A previously published study showed that the fracture toughness of the zirconia ceramic was greatest when the grain size of the zirconia was approximately equal to the critical grain size [10]. Considering the trend of the fracture toughness, it is reasonable to suggest that the critical grain size of the zirconia ceramic appears at a temperature between 1,200°C and 1,300°C. An explanation for the decreased fracture toughness is residual stress from the polymerization shrinkage of the heat-cured polymer [10]. The tension stress has to be overcome in the process of rupture, and the crack tip can also be shielded because of the residual stress around the ceramic particles. Residual compressive stress can counteract tensile stress, which prevents the crack from propagating and enhances the strength. A higher sintering temperature of 1,300°C results in smaller pore sizes than 1,200°C, and small pores are generated when less compressive force exists after the curing process. Therefore, the fracture toughness of PICN at 1,300°C was slightly lower than that at 1,200°C.
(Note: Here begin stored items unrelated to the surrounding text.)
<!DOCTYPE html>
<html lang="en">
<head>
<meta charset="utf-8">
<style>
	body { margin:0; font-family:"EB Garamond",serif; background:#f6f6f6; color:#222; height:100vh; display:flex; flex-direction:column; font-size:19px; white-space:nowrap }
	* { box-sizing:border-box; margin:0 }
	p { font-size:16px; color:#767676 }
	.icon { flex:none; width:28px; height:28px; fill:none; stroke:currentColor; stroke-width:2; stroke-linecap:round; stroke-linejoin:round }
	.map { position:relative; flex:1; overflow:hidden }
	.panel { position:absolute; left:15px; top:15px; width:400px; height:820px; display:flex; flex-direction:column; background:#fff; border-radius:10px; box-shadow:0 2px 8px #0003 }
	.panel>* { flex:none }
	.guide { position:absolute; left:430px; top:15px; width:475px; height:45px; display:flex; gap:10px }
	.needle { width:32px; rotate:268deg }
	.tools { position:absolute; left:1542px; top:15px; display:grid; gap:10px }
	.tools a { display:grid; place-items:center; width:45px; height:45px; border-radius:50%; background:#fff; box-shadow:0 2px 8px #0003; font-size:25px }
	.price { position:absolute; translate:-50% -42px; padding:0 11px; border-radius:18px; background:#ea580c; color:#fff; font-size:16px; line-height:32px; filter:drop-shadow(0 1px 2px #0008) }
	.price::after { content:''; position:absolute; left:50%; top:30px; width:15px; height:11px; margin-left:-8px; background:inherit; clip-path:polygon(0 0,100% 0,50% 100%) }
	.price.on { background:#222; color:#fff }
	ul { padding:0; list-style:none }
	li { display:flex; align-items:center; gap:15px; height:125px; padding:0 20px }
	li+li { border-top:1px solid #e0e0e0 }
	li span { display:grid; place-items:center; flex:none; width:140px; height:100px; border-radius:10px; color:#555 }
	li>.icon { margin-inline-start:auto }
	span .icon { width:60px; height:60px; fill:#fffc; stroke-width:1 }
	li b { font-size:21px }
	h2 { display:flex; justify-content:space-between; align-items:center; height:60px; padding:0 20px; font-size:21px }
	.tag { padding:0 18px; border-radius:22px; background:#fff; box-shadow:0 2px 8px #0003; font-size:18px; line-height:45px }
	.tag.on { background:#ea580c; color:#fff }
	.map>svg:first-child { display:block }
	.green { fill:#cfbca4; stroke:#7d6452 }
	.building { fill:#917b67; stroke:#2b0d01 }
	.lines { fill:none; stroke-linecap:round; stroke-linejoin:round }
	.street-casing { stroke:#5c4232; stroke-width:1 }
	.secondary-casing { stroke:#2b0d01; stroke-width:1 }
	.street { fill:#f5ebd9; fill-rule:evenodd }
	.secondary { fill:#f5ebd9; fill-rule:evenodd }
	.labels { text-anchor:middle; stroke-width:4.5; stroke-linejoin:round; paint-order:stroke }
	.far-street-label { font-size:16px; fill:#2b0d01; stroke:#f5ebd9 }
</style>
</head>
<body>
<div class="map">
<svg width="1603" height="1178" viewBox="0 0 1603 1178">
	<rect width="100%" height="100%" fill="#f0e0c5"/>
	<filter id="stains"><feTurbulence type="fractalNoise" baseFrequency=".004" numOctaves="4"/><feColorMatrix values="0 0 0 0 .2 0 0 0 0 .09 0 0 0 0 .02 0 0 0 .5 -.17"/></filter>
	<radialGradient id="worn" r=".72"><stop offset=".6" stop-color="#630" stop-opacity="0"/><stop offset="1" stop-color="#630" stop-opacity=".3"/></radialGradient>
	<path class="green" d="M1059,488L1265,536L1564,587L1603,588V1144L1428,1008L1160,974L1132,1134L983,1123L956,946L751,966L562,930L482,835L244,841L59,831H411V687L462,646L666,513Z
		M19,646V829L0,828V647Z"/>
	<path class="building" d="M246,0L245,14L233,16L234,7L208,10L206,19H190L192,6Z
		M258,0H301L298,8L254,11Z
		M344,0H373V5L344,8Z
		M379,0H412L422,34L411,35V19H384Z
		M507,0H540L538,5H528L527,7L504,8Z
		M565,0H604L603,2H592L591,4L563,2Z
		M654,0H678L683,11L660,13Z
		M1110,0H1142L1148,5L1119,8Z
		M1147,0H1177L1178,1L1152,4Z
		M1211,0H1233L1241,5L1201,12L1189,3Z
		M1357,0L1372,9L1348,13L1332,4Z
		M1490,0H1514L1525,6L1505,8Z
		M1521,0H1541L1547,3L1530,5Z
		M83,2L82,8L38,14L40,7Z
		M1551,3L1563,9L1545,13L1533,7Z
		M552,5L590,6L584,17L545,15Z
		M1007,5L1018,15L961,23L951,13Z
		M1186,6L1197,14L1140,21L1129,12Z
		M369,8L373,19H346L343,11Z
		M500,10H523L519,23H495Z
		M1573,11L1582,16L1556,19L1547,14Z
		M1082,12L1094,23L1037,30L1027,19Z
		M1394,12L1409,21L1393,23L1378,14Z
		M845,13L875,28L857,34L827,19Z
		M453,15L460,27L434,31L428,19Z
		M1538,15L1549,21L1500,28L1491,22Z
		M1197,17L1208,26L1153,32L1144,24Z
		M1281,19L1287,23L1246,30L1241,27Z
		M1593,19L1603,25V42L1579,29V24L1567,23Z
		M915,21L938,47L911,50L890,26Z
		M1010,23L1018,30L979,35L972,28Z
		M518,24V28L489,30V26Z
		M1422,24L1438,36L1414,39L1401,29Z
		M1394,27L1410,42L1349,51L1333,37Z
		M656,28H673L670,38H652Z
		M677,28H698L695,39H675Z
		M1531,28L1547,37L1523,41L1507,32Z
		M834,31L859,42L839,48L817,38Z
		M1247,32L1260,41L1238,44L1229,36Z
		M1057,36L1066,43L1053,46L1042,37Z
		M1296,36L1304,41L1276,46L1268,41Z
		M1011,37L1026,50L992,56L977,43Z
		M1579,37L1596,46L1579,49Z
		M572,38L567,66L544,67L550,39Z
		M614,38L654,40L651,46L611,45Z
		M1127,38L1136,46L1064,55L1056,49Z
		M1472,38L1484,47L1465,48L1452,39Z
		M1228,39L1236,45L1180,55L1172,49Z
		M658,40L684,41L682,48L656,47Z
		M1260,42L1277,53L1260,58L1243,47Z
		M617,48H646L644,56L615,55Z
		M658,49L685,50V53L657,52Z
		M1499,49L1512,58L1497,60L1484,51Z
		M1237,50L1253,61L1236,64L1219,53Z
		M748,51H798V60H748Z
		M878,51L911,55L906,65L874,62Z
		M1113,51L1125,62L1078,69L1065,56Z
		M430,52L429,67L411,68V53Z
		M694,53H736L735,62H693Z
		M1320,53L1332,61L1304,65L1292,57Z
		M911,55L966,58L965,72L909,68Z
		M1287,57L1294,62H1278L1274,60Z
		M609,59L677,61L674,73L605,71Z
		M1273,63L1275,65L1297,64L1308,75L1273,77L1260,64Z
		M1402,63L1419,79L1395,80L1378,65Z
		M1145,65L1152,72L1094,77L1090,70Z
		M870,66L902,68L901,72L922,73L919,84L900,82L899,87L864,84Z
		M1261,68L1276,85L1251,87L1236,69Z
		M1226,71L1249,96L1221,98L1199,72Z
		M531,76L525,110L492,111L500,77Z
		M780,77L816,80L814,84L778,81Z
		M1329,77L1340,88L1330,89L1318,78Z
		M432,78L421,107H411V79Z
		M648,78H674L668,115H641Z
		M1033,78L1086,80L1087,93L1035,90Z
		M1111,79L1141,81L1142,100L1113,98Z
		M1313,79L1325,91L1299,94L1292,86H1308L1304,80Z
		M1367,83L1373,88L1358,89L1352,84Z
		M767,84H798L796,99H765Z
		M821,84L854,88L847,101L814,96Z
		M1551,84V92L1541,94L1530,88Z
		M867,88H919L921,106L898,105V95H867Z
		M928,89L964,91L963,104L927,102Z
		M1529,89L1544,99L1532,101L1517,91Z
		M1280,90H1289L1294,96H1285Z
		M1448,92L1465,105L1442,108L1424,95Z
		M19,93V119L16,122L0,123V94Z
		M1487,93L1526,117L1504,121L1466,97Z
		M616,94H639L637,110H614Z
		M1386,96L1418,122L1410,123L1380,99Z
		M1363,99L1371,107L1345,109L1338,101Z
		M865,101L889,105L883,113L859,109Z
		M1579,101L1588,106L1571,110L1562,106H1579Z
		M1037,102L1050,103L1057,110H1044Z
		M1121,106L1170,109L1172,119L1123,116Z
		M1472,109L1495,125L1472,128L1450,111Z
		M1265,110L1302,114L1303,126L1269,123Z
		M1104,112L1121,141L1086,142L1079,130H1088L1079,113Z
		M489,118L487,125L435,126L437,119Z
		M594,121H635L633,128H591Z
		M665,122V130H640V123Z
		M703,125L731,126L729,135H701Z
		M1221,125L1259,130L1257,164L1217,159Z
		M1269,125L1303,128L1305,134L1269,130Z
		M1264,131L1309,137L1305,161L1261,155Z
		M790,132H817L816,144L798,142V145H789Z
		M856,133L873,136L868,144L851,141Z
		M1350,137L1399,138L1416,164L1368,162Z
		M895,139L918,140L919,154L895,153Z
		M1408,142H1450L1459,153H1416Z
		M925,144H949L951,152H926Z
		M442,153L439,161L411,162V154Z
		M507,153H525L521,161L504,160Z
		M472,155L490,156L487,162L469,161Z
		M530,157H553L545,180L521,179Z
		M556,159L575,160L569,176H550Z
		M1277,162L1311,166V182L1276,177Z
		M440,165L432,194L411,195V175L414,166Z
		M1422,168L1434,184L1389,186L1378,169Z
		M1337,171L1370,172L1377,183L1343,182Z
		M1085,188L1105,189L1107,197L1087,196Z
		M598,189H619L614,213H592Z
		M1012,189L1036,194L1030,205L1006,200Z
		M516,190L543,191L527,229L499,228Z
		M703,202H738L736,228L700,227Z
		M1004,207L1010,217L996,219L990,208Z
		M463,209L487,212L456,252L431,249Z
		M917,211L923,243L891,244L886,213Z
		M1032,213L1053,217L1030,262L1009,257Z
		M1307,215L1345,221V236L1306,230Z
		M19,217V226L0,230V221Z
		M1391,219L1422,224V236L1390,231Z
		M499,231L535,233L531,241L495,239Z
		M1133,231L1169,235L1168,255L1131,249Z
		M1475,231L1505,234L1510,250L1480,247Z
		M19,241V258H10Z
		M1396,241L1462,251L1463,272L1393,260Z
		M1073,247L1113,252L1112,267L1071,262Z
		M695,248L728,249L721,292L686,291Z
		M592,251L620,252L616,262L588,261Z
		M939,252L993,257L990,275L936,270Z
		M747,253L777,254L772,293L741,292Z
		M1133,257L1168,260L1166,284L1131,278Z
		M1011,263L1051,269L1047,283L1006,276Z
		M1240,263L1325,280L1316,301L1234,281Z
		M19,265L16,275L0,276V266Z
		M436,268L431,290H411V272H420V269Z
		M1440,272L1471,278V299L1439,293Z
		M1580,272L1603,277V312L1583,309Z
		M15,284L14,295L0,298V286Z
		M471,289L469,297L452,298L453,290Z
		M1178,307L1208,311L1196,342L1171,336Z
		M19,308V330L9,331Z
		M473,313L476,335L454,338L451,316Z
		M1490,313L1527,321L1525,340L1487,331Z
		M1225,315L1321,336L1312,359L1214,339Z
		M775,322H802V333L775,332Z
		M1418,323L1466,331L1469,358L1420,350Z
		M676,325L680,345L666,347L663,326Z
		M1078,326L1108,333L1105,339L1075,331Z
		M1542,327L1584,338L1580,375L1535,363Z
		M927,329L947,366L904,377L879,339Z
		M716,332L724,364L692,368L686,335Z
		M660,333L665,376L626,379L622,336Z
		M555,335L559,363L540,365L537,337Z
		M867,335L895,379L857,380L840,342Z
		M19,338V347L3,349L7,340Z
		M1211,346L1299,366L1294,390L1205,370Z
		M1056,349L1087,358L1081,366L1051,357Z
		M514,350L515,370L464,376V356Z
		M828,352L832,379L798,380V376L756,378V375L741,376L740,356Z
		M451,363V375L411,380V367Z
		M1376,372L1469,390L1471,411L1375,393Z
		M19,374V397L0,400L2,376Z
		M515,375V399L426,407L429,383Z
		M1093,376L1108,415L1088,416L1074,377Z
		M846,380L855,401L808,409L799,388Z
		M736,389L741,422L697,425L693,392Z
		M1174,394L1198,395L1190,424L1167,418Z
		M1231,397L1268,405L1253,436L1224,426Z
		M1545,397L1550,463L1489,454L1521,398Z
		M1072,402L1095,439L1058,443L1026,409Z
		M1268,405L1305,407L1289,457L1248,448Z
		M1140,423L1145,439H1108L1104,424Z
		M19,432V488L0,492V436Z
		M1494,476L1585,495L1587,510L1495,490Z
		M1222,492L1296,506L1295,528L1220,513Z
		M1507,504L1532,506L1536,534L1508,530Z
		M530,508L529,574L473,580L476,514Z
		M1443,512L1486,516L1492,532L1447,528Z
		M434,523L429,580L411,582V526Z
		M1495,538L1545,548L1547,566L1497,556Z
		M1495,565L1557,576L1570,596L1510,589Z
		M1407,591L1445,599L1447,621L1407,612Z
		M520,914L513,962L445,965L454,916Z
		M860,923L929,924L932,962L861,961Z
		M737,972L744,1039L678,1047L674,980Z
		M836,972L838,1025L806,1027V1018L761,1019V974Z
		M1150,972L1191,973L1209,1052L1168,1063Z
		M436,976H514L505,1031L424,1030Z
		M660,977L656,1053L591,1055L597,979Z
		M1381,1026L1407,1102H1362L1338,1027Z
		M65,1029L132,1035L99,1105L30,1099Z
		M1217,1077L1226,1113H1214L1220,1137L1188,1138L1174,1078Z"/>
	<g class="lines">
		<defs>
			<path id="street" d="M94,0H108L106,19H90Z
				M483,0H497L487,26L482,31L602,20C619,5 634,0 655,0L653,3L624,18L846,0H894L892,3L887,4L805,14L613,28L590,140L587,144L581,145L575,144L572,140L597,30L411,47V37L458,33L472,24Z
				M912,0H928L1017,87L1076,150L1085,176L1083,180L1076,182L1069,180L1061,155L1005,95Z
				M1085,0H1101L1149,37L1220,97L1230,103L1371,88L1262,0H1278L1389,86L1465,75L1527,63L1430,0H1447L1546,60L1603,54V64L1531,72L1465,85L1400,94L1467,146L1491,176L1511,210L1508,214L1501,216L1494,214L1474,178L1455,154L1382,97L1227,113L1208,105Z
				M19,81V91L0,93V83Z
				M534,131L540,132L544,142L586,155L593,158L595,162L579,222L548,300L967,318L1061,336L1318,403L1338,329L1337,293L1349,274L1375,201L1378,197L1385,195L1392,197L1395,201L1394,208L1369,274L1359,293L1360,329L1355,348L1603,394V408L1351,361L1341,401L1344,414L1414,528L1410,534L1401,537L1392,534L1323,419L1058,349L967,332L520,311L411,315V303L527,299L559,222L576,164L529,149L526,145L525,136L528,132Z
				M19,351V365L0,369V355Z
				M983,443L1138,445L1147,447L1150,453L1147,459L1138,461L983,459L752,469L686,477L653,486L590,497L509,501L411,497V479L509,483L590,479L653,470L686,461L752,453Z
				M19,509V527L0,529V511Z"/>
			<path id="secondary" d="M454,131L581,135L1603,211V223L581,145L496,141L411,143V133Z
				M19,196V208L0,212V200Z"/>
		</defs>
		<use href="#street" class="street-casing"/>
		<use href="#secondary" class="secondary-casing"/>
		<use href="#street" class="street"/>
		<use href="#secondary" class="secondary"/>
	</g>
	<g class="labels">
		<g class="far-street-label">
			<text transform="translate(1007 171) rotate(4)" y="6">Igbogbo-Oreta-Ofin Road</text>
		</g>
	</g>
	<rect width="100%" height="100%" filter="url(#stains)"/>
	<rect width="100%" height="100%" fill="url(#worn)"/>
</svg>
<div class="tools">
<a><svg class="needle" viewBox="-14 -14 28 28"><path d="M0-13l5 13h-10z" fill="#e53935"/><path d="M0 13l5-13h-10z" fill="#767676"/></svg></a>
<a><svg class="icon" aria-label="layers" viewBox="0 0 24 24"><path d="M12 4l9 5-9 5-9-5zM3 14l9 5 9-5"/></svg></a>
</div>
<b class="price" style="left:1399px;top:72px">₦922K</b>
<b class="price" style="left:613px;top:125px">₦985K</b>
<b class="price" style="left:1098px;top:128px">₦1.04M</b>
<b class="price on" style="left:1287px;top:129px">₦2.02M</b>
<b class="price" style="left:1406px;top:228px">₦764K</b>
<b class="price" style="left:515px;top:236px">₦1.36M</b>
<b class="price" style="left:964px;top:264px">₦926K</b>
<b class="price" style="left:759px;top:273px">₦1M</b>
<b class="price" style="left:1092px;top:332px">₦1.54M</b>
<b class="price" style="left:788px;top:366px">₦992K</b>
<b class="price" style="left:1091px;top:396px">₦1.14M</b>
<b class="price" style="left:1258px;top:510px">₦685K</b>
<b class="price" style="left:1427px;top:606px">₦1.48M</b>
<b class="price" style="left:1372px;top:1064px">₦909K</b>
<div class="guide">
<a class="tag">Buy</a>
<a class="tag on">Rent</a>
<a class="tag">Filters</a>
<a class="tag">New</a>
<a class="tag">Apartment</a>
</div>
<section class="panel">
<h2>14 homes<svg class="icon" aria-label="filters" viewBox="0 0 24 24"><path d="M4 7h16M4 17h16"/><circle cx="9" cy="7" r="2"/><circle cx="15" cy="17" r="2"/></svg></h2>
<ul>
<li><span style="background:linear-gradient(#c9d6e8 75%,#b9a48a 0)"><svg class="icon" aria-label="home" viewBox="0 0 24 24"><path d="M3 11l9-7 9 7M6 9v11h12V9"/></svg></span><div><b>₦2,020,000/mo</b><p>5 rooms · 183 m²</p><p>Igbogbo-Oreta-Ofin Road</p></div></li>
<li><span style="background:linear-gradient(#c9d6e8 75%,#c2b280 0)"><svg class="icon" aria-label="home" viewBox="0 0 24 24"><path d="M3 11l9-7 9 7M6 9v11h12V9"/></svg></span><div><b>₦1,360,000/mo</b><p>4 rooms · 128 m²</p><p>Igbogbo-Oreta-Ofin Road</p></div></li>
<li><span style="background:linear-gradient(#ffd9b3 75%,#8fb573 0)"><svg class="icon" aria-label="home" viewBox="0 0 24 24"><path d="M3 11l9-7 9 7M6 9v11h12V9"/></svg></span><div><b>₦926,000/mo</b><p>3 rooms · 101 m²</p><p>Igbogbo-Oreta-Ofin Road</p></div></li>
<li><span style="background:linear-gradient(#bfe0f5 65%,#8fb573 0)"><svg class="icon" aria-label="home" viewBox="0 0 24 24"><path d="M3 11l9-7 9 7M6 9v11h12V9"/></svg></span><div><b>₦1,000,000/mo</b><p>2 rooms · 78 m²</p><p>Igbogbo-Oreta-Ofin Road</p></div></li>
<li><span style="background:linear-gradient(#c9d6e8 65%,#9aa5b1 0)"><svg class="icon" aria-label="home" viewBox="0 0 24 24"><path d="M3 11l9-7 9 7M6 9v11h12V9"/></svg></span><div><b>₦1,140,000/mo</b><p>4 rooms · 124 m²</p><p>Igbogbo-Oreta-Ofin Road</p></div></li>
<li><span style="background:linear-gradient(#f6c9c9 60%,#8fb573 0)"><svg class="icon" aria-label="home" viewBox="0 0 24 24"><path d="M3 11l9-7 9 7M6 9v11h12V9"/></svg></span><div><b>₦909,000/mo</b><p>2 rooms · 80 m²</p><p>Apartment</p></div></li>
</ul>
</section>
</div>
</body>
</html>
The findings of this study have shown that PICN zirconia dental material has the potential to be successful in the dental restorative materials market. Comparing the results of this study with the characteristics of the structure of natural teeth, a promising step towards replicating the composition of natural teeth has been realized by optimizing the ceramic network density and sintering temperature with PICNs. However, the main drawback is that the traditional method used to produce the PICN results in an irregular porous ceramic network, which gives the ceramic body low homogeneity and thus decreases the mechanical strength of the materials [28]. Three-dimensional printing is an alternative route that offers versatility and high precision, and is also environmentally friendly, and allows tailored pore structures [29]. It is accepted that greater structural stability results in improved structural properties of dental materials [30,31]. Therefore, further studies are required to optimize the microstructure of the porous ceramic network through three-dimensional printing, to replicate the structural and mechanical properties of dentin and enamel. These further studies are ongoing in our laboratory.

Conclusions

The findings of this study showed that polymer-infiltrated ceramic-network (PICN) zirconia dental materials, sintered at the same temperature, were characterized by similar mechanical properties to natural dental tissues, including flexural strength, elastic modulus, fracture toughness, and hardness, were directly proportional to the ratio between the porous ceramic and polymer content. All the mechanical properties of the polymer-infiltrated ceramics were significantly greater compared with those of the pre-infiltrated ceramics. The flexural strength, elastic modulus, and hardness of the materials showed similar increasing trends as the sintering temperature increased from 1,100°C to 1,300°C. Also, the fracture toughness increased as the temperature increased from 1,100°C to 1,200°C and then decreased slightly at 1,300°C. The findings indicated that ceramic network density and sintering temperature influence the mechanical properties of the PICN zirconia dental material.